Acute Dystonia Caused by Low Dosage of Olanzapine

Case 1. Mrs. M is a 56-year-old woman with a 20-year history of paranoid schizophrenia. She had previously been treated with haloperidol and trifluoperazine but experienced severe parkinsonism, akathisia, and oculogyric signs, which were controlled with biperiden 12 mg/day. After moderate improvement in her psychotic symptoms, Mrs. M switched to thioridazine 100 mg/day, tapered to 50 mg/day, plus biperiden 4 mg/day. Thioridazine was replaced by olanzapine, starting at 5 mg/day and increasing over 5 days to 10 mg/day. Even at the dose of 5 mg/day, she presented with torticollis and oculogyric signs, and with the dose of 10 mg/day, she manifested akinesia, stiffness, lingual dystonia, and dysarthria, which were not adequately controlled with benzhexol 15 mg/day. She resumed treatment with thioridazine, at 100 mg/day, with benzhexol 10 mg/day; she still manifested oculogyric crises at times. No dystonic symptoms had occurred after previous reductions of neuroleptic dosages.

Case 2. Mr. T is a 50-year-old man with schizophrenia since the age of 33. Several trials of antipsychotics had not been effective, and he had experienced severe extrapyramidal symptoms after taking neuroleptics. Recently he had been treated with risperidone 2 mg/day and biperiden 2 mg twice a day. This treatment was discontinued and, after 2 days, olanzapine 5 mg/day was begun. However, a few hours after taking the drug, a disturbing acute dystonic reaction occurred with lingual dystonia and dysarthria, spasm of the patient's neck muscles, and severe torticollis, relieved within 2 hours with biperiden 4 mg and orphenadrine 50 mg orally. Olanzapine was discontinued, and Mr. T resumed treatment with risperidone 2 mg/day and biperiden 2 mg three times a day.

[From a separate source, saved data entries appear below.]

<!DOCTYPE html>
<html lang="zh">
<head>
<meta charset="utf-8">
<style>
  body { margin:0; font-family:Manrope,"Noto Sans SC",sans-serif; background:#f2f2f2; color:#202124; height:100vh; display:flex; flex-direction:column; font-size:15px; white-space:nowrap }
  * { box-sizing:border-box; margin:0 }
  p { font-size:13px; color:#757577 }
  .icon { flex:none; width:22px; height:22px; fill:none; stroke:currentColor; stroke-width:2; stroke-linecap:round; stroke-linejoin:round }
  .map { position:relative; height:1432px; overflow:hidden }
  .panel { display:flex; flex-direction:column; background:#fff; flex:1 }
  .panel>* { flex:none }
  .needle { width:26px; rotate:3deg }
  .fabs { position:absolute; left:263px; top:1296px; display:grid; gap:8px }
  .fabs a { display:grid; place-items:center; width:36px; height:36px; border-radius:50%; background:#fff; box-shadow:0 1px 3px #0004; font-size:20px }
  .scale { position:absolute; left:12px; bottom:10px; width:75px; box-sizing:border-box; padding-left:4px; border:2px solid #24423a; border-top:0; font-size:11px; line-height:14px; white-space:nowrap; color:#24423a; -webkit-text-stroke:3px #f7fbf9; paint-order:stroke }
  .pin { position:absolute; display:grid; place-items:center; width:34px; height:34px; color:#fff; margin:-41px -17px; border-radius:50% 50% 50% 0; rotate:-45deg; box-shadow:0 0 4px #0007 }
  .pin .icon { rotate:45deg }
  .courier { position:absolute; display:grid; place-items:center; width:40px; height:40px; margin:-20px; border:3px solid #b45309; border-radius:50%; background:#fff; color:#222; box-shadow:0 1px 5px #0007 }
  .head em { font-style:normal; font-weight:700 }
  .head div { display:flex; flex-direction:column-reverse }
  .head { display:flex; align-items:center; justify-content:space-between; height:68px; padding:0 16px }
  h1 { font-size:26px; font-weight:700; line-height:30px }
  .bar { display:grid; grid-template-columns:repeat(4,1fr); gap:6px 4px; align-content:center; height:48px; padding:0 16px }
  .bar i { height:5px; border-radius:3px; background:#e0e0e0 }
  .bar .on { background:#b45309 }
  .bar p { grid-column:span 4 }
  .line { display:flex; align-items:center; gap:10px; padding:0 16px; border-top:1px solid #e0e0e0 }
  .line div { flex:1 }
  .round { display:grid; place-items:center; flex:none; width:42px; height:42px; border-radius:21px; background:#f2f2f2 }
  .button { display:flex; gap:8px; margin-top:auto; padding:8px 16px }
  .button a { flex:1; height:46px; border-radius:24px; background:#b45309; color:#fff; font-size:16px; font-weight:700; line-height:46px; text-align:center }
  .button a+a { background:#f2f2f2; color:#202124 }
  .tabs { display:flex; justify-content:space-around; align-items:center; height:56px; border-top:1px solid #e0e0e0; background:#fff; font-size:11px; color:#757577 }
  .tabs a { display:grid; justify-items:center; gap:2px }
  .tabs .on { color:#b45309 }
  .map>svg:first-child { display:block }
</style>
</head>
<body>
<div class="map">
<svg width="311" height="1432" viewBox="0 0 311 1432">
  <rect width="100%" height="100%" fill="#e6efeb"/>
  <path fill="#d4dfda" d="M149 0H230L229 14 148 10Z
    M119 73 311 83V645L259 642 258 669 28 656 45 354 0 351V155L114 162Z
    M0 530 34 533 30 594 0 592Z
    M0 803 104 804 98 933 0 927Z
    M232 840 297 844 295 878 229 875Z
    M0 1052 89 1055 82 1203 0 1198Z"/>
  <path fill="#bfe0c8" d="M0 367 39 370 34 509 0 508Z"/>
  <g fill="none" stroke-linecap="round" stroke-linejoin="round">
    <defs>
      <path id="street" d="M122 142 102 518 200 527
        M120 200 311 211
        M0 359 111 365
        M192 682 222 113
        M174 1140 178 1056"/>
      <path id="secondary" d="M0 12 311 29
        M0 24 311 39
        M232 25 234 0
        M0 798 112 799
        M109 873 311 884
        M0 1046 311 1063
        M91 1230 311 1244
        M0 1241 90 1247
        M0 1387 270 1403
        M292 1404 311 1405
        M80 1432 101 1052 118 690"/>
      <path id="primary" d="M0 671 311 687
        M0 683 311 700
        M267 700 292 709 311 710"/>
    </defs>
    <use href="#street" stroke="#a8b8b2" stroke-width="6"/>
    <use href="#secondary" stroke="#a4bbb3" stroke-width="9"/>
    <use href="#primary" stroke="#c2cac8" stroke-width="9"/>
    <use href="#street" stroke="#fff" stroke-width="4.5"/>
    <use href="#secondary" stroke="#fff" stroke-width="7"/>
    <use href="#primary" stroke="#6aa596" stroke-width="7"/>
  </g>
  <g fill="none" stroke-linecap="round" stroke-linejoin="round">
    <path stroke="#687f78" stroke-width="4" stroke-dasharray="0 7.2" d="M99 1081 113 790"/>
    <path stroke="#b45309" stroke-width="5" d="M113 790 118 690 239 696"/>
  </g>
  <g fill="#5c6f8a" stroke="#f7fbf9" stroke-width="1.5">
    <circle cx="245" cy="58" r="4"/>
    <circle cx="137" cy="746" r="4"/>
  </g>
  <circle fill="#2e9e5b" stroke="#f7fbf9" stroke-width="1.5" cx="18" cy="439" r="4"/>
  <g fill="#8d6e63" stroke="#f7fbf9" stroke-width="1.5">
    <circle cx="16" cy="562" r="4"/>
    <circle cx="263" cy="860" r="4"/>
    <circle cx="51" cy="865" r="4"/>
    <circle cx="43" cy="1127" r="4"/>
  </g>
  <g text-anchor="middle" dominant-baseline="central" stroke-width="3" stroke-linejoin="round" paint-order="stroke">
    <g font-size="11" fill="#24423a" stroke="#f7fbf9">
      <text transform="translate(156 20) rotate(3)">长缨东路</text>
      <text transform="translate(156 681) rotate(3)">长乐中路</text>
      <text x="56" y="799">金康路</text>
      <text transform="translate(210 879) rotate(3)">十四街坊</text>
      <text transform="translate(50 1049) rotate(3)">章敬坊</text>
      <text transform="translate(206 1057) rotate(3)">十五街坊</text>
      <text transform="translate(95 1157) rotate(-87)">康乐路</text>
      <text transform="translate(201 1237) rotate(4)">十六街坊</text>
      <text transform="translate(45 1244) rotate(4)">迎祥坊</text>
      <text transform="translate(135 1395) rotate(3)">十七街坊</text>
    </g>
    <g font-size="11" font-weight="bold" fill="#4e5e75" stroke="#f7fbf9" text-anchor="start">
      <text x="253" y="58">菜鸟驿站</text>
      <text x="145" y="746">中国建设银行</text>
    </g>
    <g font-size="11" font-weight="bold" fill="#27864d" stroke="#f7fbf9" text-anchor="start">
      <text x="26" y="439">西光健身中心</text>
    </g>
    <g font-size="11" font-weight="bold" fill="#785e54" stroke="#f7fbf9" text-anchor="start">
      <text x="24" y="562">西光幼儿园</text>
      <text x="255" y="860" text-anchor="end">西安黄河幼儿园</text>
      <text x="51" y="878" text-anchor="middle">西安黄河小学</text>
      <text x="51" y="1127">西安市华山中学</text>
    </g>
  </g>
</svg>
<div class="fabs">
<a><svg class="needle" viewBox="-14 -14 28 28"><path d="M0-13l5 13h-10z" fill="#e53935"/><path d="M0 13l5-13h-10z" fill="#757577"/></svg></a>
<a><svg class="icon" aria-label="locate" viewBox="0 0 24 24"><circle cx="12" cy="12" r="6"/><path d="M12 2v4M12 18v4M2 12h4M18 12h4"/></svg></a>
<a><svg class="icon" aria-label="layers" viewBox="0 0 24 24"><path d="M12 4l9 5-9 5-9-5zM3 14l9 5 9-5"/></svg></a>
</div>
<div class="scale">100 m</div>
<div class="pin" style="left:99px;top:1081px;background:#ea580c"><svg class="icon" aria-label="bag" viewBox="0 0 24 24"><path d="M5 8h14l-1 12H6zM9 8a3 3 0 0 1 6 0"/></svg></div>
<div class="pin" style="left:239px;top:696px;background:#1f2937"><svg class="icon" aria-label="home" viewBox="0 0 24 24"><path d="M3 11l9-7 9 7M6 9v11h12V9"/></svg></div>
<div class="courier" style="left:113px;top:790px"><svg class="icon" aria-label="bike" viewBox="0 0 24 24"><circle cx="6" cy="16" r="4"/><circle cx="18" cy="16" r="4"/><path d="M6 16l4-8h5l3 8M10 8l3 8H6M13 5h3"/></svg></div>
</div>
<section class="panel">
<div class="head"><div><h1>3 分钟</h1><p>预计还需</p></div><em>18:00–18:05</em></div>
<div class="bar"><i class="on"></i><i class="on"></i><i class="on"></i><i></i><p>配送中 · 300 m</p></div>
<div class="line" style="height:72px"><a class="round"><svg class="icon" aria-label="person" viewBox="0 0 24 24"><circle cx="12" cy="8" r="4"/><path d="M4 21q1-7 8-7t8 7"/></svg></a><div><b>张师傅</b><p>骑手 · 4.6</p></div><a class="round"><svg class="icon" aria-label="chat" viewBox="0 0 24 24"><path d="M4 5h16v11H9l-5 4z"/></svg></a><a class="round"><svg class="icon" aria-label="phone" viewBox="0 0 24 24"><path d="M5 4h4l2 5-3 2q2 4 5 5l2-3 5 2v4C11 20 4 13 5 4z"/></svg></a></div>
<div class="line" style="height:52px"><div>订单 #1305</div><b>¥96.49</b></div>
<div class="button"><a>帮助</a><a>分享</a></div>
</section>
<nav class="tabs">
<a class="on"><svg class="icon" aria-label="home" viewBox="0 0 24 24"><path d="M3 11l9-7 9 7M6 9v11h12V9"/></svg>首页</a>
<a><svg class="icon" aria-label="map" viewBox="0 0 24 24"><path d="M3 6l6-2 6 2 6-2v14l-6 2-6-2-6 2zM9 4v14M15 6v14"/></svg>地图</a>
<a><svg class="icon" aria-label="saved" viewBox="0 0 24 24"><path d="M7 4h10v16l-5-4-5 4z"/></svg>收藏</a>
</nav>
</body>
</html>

To our knowledge, this is the first report of acute dystonia caused by the lowest therapeutic dose of olanzapine (5 mg), suggesting that olanzapine, despite its chemical and pharmacologic similarities to clozapine, has the potential to cause acute extrapyramidal symptoms even at a very low dosage. In keeping with a previous report,² the high propensity of both of these patients to manifest extrapyramidal symptoms during previous treatment with antipsychotics placed them at a higher risk of manifesting acute dystonic reactions. Doses of 5 mg of olanzapine show D₂ occupancy of 43%–64%,³ while the occupancy threshold for obtaining antipsychotic action lies in the range 65%–70%. These unwanted effects are unusual, but they may give a good measure of tolerability of the new antipsychotics beyond the premarketing trials.⁴ Clinicians should consider the possibility of the development of acute dystonia in susceptible individuals even with doses insufficient to obtain a true antipsychotic action.